#### RECORDS

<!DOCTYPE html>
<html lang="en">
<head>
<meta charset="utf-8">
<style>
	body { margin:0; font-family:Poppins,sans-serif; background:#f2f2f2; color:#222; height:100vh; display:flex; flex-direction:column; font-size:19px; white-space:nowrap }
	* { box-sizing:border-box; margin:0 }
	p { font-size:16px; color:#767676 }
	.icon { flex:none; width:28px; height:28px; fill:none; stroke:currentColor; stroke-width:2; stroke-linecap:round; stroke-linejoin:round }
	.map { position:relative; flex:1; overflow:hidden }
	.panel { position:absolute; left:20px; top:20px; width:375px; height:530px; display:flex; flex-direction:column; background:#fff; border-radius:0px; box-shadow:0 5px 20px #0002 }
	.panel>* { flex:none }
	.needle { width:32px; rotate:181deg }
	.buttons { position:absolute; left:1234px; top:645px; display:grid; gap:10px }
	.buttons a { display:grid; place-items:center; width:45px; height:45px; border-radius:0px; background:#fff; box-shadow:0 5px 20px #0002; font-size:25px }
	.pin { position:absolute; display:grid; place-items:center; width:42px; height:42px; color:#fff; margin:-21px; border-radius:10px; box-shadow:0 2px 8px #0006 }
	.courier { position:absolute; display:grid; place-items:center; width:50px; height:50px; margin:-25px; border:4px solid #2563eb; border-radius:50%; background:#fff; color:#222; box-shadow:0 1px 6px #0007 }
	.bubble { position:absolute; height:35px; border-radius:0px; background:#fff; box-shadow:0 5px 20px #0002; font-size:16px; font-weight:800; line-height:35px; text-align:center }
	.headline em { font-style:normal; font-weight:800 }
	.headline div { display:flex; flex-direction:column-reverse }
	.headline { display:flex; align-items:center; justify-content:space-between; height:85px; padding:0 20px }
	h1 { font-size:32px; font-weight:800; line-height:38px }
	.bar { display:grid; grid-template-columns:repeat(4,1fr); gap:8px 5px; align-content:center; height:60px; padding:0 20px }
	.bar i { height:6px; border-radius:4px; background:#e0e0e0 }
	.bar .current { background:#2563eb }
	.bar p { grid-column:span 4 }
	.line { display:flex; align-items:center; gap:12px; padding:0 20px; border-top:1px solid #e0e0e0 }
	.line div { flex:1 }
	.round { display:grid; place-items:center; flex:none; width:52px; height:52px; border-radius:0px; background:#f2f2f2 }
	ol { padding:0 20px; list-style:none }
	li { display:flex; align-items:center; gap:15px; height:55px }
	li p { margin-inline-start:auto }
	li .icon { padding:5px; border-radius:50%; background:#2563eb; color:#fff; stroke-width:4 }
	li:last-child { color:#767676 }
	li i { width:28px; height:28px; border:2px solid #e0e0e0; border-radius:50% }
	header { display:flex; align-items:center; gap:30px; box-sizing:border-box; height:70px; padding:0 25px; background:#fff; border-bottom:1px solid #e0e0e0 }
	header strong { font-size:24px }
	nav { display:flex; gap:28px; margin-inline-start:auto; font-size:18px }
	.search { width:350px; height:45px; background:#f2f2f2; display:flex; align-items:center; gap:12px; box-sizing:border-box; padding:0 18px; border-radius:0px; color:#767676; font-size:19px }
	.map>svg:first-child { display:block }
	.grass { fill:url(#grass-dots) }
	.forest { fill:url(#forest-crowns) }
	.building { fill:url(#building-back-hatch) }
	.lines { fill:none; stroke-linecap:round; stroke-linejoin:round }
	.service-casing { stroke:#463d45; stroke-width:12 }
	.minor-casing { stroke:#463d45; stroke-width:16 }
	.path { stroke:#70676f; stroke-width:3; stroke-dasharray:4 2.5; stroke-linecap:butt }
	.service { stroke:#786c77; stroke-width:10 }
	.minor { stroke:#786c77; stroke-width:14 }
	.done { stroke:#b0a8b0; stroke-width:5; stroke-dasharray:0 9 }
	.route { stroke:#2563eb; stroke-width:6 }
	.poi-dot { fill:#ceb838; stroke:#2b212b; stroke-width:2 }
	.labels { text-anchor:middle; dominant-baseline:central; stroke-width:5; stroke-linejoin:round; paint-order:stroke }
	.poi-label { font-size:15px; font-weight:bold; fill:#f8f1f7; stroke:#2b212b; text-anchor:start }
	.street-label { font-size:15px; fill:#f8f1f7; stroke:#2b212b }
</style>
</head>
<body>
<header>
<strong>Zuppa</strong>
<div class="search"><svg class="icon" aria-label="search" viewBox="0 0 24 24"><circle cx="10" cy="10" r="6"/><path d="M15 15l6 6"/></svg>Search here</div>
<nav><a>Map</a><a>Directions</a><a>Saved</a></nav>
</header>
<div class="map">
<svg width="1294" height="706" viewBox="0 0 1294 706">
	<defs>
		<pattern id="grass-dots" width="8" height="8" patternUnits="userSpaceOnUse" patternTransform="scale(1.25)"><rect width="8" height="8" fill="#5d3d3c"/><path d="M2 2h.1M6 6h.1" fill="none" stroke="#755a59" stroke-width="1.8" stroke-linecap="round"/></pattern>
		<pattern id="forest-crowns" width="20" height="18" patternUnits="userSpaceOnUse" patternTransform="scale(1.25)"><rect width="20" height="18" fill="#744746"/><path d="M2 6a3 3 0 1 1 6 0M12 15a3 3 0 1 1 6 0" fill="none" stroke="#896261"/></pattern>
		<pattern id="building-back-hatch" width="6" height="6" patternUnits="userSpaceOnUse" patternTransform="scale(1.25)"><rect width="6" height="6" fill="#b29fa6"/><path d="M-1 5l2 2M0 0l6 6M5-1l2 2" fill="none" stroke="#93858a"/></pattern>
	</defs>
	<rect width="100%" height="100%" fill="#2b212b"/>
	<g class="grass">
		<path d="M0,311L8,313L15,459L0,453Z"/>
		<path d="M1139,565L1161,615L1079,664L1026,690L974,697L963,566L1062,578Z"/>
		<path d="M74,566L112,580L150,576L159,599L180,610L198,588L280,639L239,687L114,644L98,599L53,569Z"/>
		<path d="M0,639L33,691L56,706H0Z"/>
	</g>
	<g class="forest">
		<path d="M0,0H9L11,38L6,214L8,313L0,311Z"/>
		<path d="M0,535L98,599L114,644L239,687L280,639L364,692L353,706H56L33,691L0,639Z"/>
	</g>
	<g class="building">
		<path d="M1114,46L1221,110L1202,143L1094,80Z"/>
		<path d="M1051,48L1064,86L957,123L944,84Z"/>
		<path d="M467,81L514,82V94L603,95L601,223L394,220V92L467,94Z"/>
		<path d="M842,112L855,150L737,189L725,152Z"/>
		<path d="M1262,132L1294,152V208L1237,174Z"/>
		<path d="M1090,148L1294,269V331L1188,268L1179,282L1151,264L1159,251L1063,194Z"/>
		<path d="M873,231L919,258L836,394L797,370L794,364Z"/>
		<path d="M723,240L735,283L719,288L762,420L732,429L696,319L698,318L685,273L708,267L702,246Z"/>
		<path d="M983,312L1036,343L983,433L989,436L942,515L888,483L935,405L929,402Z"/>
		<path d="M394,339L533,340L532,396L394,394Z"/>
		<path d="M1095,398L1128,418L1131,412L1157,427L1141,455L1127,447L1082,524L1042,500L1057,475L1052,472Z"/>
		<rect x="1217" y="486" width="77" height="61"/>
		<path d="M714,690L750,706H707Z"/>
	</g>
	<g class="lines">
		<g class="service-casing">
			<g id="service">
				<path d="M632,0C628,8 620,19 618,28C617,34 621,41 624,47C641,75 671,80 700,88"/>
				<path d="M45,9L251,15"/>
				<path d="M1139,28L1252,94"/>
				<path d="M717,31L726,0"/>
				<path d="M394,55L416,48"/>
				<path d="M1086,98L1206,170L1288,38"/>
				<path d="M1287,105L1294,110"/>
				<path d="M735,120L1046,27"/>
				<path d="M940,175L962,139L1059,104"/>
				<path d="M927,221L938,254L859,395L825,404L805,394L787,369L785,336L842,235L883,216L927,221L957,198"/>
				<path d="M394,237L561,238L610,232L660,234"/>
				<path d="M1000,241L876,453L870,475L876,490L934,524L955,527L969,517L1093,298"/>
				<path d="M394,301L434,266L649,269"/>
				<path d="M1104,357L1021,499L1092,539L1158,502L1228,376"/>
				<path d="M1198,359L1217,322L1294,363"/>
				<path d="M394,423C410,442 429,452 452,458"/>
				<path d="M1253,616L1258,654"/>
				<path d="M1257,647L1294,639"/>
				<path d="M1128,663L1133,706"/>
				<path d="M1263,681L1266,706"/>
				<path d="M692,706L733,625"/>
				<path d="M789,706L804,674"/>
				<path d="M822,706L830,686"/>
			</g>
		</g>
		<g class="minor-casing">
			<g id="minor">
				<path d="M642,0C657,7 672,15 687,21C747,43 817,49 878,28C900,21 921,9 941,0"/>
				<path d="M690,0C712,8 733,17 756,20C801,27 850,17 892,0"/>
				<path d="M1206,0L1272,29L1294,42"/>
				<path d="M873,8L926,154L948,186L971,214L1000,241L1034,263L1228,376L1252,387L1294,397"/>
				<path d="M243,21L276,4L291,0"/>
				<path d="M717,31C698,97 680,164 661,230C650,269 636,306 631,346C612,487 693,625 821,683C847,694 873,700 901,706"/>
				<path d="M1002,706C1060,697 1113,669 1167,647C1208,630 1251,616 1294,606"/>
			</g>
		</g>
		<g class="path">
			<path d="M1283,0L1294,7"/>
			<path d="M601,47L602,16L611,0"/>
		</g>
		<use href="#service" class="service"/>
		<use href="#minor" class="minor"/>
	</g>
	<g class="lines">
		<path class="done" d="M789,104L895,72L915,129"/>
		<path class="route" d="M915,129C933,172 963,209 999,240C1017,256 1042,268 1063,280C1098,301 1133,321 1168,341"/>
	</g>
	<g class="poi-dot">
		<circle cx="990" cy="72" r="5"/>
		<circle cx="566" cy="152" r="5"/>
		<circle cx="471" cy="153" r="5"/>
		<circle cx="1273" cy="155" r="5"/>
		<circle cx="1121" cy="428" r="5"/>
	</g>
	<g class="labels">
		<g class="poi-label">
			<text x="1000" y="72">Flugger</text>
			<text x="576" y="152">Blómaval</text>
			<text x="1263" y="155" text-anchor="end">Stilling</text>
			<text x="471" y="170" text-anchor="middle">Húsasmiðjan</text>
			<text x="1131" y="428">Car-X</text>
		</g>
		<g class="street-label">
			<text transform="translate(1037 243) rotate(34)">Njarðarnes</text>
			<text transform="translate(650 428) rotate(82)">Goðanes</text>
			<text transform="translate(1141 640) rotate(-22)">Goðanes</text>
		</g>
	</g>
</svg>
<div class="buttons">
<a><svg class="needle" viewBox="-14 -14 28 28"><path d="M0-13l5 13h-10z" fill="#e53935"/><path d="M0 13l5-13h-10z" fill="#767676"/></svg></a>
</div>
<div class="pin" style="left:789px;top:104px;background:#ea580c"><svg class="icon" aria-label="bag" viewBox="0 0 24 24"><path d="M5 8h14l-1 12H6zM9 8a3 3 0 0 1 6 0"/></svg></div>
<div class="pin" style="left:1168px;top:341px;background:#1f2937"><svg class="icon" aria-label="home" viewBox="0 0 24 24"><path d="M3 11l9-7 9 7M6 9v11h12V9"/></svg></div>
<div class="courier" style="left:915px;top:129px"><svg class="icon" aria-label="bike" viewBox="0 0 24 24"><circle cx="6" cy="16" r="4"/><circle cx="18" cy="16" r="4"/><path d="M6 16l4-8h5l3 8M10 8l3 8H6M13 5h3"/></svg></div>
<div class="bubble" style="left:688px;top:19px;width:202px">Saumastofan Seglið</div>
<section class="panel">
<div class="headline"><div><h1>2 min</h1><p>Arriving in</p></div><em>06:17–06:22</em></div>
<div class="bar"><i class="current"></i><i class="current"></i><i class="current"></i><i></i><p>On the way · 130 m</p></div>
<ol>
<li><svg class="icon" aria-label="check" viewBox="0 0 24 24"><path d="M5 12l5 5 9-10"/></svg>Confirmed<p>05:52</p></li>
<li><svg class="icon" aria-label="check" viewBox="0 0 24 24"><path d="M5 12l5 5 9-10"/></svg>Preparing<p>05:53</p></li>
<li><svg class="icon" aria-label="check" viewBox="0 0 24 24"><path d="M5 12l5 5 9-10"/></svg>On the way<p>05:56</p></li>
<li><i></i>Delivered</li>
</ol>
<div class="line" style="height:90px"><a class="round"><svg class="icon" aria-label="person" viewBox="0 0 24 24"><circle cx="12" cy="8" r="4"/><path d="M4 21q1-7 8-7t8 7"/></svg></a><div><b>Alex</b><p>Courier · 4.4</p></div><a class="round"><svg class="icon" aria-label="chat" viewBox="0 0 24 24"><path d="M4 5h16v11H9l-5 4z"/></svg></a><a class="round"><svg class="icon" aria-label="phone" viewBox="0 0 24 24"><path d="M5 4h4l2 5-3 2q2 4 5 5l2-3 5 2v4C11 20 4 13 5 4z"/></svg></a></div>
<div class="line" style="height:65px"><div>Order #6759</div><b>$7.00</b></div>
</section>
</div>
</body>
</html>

########

### ASSIGNED TASK
Copy the lines from the start of the data verbatim, stopping after the line containing "position:relative; flex:1; overflow:hidden".

### TASK SOLUTION
<!DOCTYPE html>
<html lang="en">
<head>
<meta charset="utf-8">
<style>
	body { margin:0; font-family:Poppins,sans-serif; background:#f2f2f2; color:#222; height:100vh; display:flex; flex-direction:column; font-size:19px; white-space:nowrap }
	* { box-sizing:border-box; margin:0 }
	p { font-size:16px; color:#767676 }
	.icon { flex:none; width:28px; height:28px; fill:none; stroke:currentColor; stroke-width:2; stroke-linecap:round; stroke-linejoin:round }
	.map { position:relative; flex:1; overflow:hidden }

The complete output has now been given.